*Source data*:
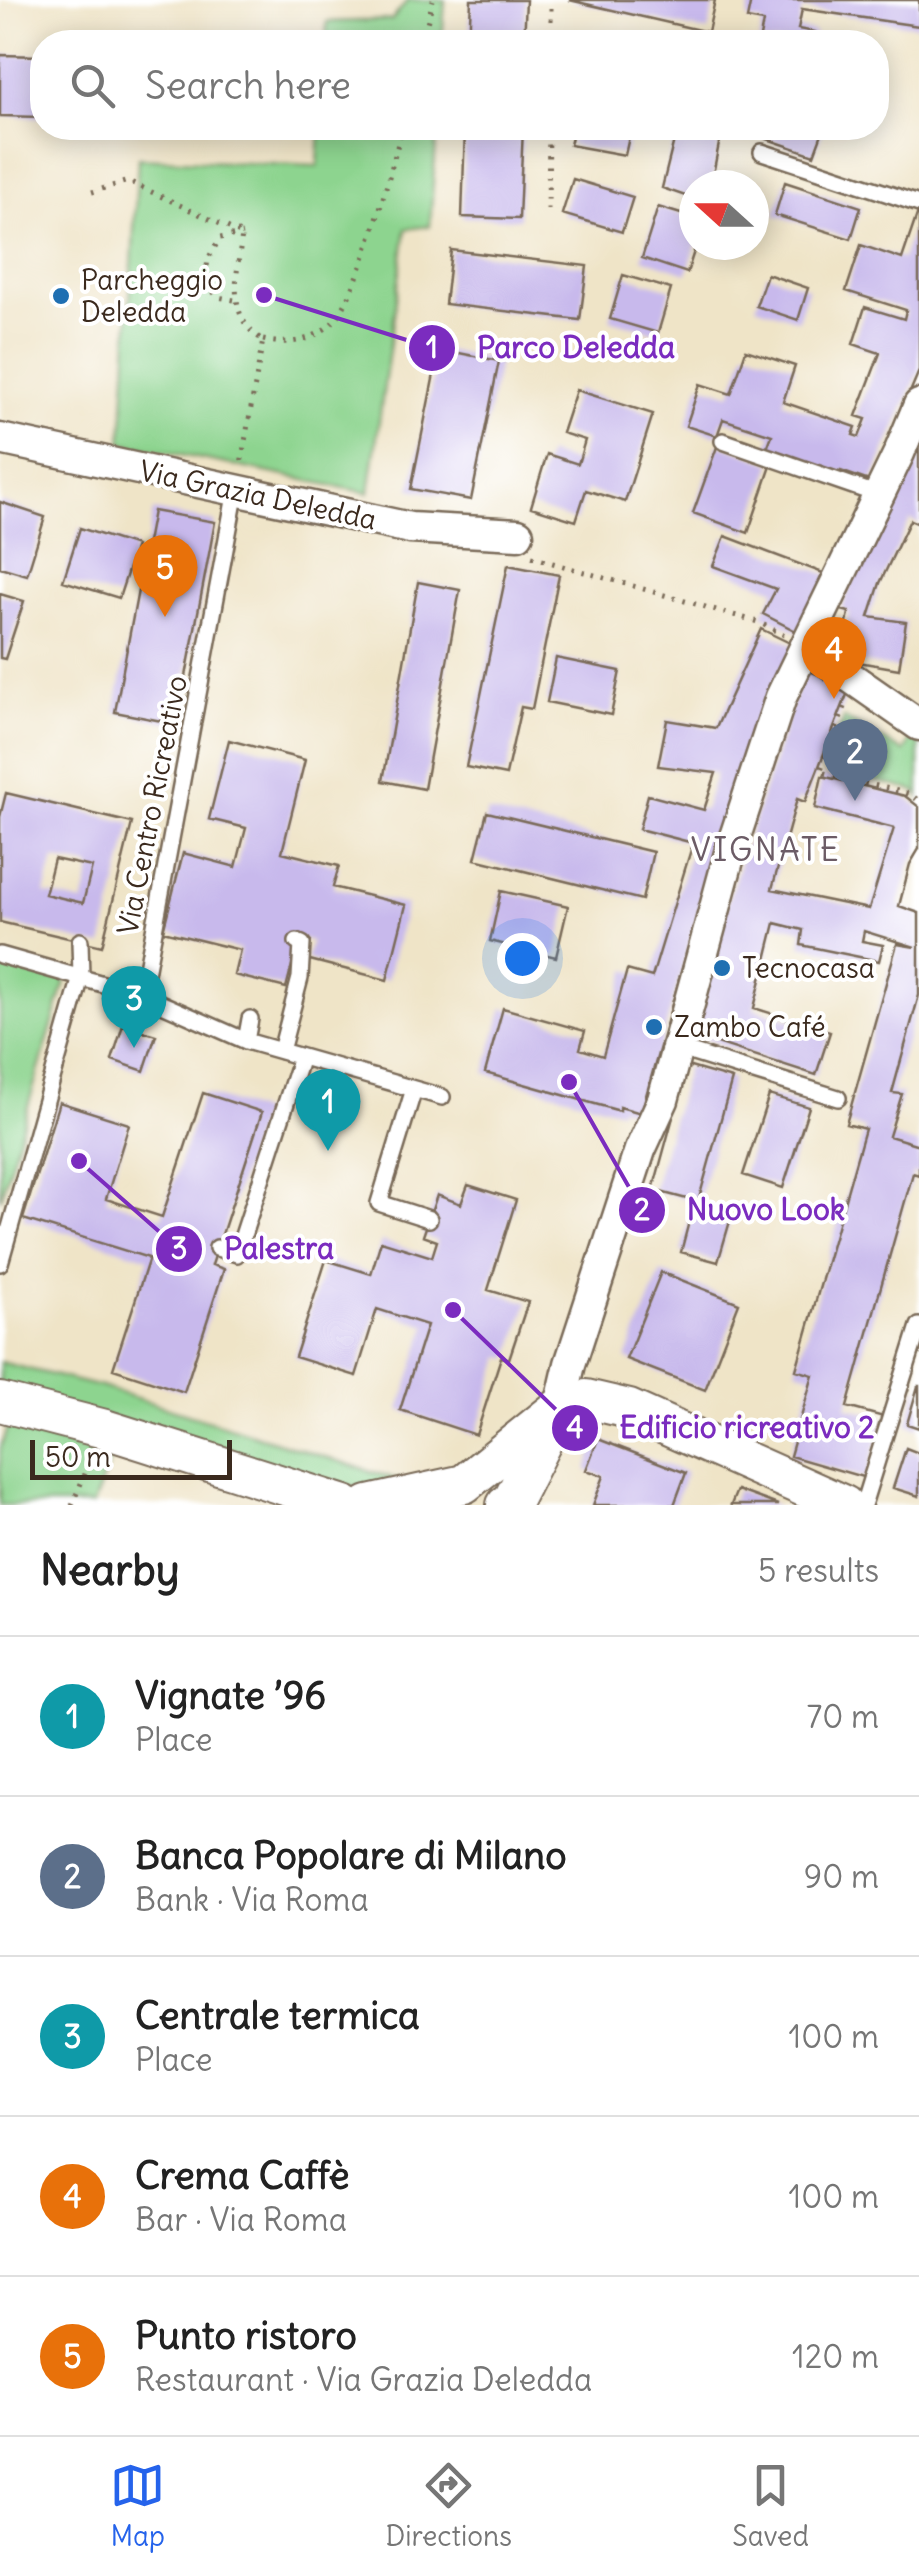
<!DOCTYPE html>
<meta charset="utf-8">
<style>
:root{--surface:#fff;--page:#f6f6f6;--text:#222;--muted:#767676;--line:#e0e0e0;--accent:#2563eb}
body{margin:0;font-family:Delius,sans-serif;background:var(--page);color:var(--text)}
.compass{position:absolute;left:679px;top:170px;width:90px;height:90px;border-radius:50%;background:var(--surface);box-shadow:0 5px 25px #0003;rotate:291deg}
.scale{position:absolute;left:30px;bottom:25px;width:202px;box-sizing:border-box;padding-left:10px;border:5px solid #3b2a1e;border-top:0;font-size:28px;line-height:35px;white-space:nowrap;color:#3b2a1e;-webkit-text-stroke:8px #fff;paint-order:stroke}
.you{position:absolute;left:522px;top:958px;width:35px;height:35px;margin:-25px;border:8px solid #fff;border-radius:50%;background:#1a73e8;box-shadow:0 0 0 15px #1a73e833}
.badge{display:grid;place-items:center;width:65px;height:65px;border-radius:50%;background:var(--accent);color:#fff;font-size:32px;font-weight:700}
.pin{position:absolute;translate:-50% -82px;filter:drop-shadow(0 2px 5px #0008)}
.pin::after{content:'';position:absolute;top:52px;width:35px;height:30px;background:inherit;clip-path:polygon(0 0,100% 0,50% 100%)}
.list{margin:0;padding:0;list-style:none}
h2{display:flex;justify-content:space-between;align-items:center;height:130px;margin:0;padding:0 40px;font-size:42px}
h2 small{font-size:32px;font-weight:400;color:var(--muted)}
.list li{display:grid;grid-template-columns:65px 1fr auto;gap:30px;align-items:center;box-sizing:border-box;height:160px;padding:0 40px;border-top:2px solid var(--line)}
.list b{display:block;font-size:38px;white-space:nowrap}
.list p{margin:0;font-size:32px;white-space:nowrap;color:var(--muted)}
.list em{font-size:32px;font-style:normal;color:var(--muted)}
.icon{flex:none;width:55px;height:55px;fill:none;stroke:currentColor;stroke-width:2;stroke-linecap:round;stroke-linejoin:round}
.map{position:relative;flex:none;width:919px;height:1505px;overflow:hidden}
.search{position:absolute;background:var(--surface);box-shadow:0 5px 25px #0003;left:30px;right:30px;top:30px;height:110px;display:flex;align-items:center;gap:25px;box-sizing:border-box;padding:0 35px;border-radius:40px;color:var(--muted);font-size:38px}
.sheet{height:930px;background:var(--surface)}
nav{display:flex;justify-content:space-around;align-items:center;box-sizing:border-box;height:140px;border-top:2px solid var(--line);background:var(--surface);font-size:28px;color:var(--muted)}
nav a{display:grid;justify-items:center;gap:5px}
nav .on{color:var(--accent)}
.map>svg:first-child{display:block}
.green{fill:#8dd48f;stroke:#647f56;stroke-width:2.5}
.building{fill:#c8b9ec;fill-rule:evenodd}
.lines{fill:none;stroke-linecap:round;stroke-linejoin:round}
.service-casing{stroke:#7a6b59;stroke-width:20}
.minor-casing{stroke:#7a6b59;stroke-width:35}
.tertiary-casing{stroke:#7a6b59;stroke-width:42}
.path{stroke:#7a6b59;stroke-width:5;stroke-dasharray:2.5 8;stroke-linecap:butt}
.service{stroke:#fff;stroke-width:15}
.minor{stroke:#fff;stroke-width:30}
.tertiary{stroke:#fff;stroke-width:38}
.poi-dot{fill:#1f6fb2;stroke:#fff;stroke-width:4}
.labels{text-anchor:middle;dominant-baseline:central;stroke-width:8;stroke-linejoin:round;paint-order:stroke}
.poi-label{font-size:28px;fill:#3b2a1e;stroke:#fff;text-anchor:start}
.street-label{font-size:28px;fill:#3b2a1e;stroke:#fff}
.quarter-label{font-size:32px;letter-spacing:2.5px;fill:#6c5c66;stroke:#fff}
.leader{fill:none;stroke:#7b2cbf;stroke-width:4}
.callout-dot{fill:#7b2cbf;stroke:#fff;stroke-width:4}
.mark-label{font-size:30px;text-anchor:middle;font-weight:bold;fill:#fff}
.callout-label{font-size:30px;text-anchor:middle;font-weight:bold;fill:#7b2cbf;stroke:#fff;stroke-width:8;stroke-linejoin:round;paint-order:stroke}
</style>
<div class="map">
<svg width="919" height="1505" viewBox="0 0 919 1505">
<rect width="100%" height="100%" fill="#fff"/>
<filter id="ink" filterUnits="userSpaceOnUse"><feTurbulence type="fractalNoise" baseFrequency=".01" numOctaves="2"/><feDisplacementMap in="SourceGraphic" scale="20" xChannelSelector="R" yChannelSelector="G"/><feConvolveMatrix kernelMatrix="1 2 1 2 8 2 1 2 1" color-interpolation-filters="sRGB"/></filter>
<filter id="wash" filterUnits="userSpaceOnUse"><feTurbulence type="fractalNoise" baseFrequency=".0048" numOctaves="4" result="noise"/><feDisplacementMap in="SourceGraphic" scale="40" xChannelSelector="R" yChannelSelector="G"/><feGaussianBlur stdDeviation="2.25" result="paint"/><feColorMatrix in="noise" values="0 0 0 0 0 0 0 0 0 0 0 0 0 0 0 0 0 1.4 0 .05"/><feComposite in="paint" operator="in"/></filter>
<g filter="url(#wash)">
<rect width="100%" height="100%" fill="#efe4c7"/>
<path class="green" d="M 408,0 L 445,0 L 442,42 L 326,42 L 327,22 L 392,20 Z
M 320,128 L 437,128 L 430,226 L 406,229 L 369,493 L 122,443 L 138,158 L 318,166 Z
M 844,718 L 904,752 L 916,729 L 919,731 L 919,797 L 915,791 L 825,768 Z
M 0,962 L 66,979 L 0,1200 Z
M 0,1362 L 101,1387 L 399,1480 L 379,1488 L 348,1486 L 0,1389 Z
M 8,1425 L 111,1457 L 93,1505 L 0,1505 L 0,1449 Z"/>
<g id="blocks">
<path class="building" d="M 471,0 L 526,0 L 524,42 L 469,42 Z
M 569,0 L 715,0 L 708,32 Z
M 751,0 L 919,0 L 919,26 L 802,9 L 798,29 L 815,32 L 813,42 L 759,42 L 763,22 L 747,19 Z
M 0,55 L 42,56 L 42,117 L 0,116 Z
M 465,128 L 523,128 L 519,219 L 462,217 Z
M 574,128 L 631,128 L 625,155 L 570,145 Z
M 677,128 L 722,128 L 711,185 L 694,185 L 694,199 L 662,188 Z
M 768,128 L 824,128 L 814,155 L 764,138 Z
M 573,179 L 633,197 L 622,232 L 562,214 Z
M 785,182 L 861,207 L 851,239 L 775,215 Z
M 658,207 L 694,218 L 696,245 L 687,273 L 642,258 Z
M 919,209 L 919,371 L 872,482 L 841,471 L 839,476 L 766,451 L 772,435 L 723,419 L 717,436 L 686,426 L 700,384 L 731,394 L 746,350 L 795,366 L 783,402 L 856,427 L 853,435 L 859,437 L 866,419 L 856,416 L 880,353 L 853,344 L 865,307 L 904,319 L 906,310 L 846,291 L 861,245 L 902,259 Z
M 451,250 L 587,266 L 580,320 L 445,304 Z
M 767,274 L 808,288 L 798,320 L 756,306 Z
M 623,275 L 671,289 L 658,333 L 610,319 Z
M 439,349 L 499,361 L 471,500 L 411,489 Z
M 576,390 L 653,414 L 625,502 L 586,490 L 576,521 L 531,507 L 547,454 L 578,464 L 585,440 L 562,433 Z
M 919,422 L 919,524 L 910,520 L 880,583 L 869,617 L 906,622 L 899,669 L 841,659 L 849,612 L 841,610 Z
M 718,444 L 772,463 L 748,533 L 693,513 Z
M 0,502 L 45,517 L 27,575 L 0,567 Z
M 153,511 L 215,522 L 177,724 L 115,712 Z
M 80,528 L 136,546 L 119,598 L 63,581 Z
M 725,536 L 831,576 L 802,634 L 763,614 L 776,589 L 713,566 Z
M 508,565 L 559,575 L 532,709 L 521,707 L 506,775 L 466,767 Z
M 418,582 L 460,590 L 424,789 L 383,781 Z
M 0,594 L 24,601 L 5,659 L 0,658 Z
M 761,629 L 796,646 L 710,871 L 641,1113 L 620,1107 L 620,1111 L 485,1073 L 503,1008 L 585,1031 L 580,1049 L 603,1056 L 627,970 L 652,977 L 693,843 L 639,829 L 648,795 L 704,810 L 716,773 L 658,766 L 667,720 L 716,728 Z
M 556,658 L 620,671 L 611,715 L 547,702 Z
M 804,669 L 850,687 L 805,802 L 797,799 L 772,889 L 869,909 L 894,828 L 815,808 L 822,776 L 905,796 L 919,807 L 919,849 L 910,864 L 899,906 L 919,913 L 919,995 L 892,1093 L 902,1094 L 889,1136 L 919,1145 L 919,1175 L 913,1173 L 847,1407 L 884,1417 L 866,1478 L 790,1456 L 813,1375 L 796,1370 L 865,1129 L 846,1124 L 897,944 L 915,947 L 864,931 L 862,941 L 883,945 L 879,961 L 801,945 L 803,930 L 775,923 L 754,1008 L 830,1032 L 816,1075 L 692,1035 L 725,909 Z
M 229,740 L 305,760 L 282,852 L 339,866 L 333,887 L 406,905 L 387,980 L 306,959 L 311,941 L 299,938 L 286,988 L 234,975 L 240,950 L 163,931 L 183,853 L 236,867 L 246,828 L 209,819 Z
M 6,793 L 132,823 L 102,946 L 0,922 L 0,817 ZM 54,859 L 92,867 L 83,903 L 45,894 Z
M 487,812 L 653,852 L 642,900 L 475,859 Z
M 501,891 L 568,906 L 556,957 L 490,941 Z
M 123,1025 L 156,1035 L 144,1071 L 112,1060 Z
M 687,1066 L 732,1079 L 698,1202 L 653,1190 Z
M 203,1093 L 262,1112 L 212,1265 L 224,1269 L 184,1392 L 113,1369 L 149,1258 L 23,1219 L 59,1102 L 129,1124 L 106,1199 L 162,1217 Z
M 769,1095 L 809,1107 L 783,1188 L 743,1175 Z
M 468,1185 L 516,1200 L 488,1290 L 528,1302 L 509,1359 L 501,1357 L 476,1435 L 400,1410 L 427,1325 L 377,1309 L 356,1376 L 295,1357 L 326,1260 L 371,1274 L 381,1241 L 432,1257 L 437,1241 L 423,1236 L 437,1195 L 461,1204 Z
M 692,1210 L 730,1221 L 718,1262 L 681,1252 Z
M 661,1272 L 739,1303 L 705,1390 L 626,1359 Z
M 918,1386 L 919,1386 L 919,1428 L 907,1424 Z
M 598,1439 L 686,1473 L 674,1505 L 593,1505 L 604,1476 L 586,1470 Z
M 906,1448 L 919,1453 L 919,1496 L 893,1488 Z
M 737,1490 L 778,1505 L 731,1505 Z"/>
</g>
</g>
<g filter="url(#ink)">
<use href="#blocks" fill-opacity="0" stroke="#7a6b59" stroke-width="2.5"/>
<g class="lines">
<g class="service-casing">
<path id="service" d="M 762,152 L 919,204
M 723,441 L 879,495
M 236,490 L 142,995 L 246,1041 L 442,1097
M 0,955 L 142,995
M 246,1041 L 250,1019
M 677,1048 L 838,1098
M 281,1051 L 300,978 L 302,944 L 297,942
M 414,1089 L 379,1203 L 429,1219
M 217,1248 L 237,1254 L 301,1057
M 0,1263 L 81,977 L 80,941
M 863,1505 L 919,1326"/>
</g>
<g class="minor-casing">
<path id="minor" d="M 0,439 L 410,528 L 518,534
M 807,647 L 919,725
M 560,1407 L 570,1364 L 640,1150 L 663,1100 L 731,849 L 781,697 L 899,453 L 919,405"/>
</g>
<g class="tertiary-casing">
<path id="tertiary" d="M 0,1402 L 105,1429 L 345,1505
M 369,1505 L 464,1484 L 560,1407 L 586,1399 L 629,1409 L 844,1505
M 506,1505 L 512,1501 L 555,1417"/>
</g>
<path class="path" d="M 422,42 L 433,0
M 551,42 L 551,0
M 92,192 L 128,181 L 242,234 C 238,272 224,317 263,340 L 241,464
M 548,210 L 549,128
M 234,300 L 218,297 L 205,283 L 208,259 L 220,238 L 242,234
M 263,340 C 289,346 315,341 335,320 C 359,294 392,167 402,128
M 532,557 L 758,622 L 784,635
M 845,707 L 820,772 L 910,794 L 919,801
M 72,1505 L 92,1457"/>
<use href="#service" class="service"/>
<use href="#minor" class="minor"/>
<use href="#tertiary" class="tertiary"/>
</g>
</g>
<g class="poi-dot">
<circle cx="61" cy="296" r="10"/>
<circle cx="722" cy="968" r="10"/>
<circle cx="654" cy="1027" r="10"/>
</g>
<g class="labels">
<g class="poi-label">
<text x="81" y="280">Parcheggio<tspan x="81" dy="32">Deledda</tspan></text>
<text x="742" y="968">Tecnocasa</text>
<text x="674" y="1027">Zambo Café</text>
</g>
<g class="street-label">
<text transform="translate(258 495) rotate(12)">Via Grazia Deledda</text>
<text transform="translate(152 805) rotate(-79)">Via Centro Ricreativo</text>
</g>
<g class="quarter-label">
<text x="766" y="849">VIGNATE</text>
</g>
</g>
<path class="leader" d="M264 295L432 348M569 1082L642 1210M79 1161L179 1249M453 1310L575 1428"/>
<g class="callout-dot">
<circle cx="264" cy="295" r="10"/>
<circle cx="569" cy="1082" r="10"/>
<circle cx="79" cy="1161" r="10"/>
<circle cx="453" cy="1310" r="10"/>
<circle cx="432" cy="348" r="25"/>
<circle cx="642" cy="1210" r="25"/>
<circle cx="179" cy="1249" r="25"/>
<circle cx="575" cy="1428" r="25"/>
</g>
<g class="mark-label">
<text x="432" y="358">1</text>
<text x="642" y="1220">2</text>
<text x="179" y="1259">3</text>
<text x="575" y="1438">4</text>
</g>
<g class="callout-label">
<text x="576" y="358">Parco Deledda</text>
<text x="766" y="1220">Nuovo Look</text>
<text x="279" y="1259">Palestra</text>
<text x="747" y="1438">Edificio ricreativo 2</text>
</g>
</svg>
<svg class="compass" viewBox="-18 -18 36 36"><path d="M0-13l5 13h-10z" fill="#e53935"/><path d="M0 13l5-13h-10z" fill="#767676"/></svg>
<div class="scale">50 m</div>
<div class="you"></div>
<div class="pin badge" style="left:328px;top:1151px;background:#0f9aa8">1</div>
<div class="pin badge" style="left:855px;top:801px;background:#5c6f8a">2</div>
<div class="pin badge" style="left:134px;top:1048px;background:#0f9aa8">3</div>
<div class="pin badge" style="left:834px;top:699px;background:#e8710a">4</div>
<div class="pin badge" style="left:165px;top:617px;background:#e8710a">5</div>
<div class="search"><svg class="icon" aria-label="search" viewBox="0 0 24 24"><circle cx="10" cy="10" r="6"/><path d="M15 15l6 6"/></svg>Search here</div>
</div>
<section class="sheet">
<h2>Nearby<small>5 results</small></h2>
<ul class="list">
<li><span class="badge" style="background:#0f9aa8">1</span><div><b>Vignate ’96</b><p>Place</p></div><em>70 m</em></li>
<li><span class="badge" style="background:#5c6f8a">2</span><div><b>Banca Popolare di Milano</b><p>Bank · Via Roma</p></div><em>90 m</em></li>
<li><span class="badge" style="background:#0f9aa8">3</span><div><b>Centrale termica</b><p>Place</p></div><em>100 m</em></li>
<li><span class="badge" style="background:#e8710a">4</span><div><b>Crema Caffè</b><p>Bar · Via Roma</p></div><em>100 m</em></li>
<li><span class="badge" style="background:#e8710a">5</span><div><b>Punto ristoro</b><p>Restaurant · Via Grazia Deledda</p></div><em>120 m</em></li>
</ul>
</section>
<nav>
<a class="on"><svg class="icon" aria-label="map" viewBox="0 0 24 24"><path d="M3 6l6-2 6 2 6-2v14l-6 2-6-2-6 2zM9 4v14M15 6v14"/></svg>Map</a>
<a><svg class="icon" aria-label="directions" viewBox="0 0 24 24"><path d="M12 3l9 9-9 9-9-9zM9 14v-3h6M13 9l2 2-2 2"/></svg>Directions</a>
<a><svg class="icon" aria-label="saved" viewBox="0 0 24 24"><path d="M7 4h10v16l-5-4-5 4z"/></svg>Saved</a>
</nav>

*Exercise brief*:
Please copy every line of the data that carries the string "linecap".

*Final answer*:
.icon{flex:none;width:55px;height:55px;fill:none;stroke:currentColor;stroke-width:2;stroke-linecap:round;stroke-linejoin:round}
.lines{fill:none;stroke-linecap:round;stroke-linejoin:round}
.path{stroke:#7a6b59;stroke-width:5;stroke-dasharray:2.5 8;stroke-linecap:butt}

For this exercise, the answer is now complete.